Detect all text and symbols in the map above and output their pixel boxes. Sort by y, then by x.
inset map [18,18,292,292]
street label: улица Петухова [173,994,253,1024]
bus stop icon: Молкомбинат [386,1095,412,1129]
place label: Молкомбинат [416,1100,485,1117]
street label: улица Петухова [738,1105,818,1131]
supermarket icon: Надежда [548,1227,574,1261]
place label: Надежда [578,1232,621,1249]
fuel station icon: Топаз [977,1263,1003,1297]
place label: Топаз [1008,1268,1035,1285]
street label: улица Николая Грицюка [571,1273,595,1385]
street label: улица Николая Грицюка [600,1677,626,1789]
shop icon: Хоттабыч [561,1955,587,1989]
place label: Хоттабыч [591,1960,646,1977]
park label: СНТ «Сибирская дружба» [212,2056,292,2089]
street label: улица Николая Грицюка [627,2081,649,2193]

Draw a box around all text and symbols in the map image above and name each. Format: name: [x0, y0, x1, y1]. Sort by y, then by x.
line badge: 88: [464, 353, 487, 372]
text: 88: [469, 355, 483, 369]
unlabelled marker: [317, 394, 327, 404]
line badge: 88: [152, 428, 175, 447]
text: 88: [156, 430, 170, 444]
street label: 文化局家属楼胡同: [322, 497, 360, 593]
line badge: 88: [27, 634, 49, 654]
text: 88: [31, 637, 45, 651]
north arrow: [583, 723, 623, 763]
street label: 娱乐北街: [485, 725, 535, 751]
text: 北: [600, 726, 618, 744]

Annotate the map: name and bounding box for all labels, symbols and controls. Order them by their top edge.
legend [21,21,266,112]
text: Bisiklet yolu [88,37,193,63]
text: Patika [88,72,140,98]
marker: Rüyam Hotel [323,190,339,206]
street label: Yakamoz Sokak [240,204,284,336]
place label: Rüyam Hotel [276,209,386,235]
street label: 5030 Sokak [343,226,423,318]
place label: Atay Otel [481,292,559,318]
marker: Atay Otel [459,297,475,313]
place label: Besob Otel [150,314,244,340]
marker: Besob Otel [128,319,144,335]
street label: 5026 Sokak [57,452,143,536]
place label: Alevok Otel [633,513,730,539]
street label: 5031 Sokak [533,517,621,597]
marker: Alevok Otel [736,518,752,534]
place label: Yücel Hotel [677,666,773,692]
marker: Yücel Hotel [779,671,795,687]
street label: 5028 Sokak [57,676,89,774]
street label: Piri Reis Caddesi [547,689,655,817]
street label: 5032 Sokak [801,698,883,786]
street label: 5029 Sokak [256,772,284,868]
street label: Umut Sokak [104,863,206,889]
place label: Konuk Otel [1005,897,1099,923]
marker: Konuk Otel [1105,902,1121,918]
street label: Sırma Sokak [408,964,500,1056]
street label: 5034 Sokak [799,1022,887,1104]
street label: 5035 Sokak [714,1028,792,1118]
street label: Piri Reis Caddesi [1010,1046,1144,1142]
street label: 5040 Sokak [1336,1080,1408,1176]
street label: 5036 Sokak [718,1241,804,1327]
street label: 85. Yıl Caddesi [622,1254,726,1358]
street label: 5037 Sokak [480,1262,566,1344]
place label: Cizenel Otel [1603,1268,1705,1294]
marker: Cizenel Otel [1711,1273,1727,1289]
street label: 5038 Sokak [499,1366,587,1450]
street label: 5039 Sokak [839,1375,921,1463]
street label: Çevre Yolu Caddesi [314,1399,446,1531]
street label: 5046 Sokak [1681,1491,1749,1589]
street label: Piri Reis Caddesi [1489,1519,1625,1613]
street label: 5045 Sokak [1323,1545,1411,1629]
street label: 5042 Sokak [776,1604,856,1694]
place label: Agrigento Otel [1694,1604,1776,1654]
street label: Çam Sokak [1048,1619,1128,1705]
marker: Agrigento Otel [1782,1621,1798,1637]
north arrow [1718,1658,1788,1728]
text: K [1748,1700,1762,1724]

----------------------------------------

Each line of the material that has the word "badge" belongs in the answer.

Response:
line badge: 88: [464, 353, 487, 372]
line badge: 88: [152, 428, 175, 447]
line badge: 88: [27, 634, 49, 654]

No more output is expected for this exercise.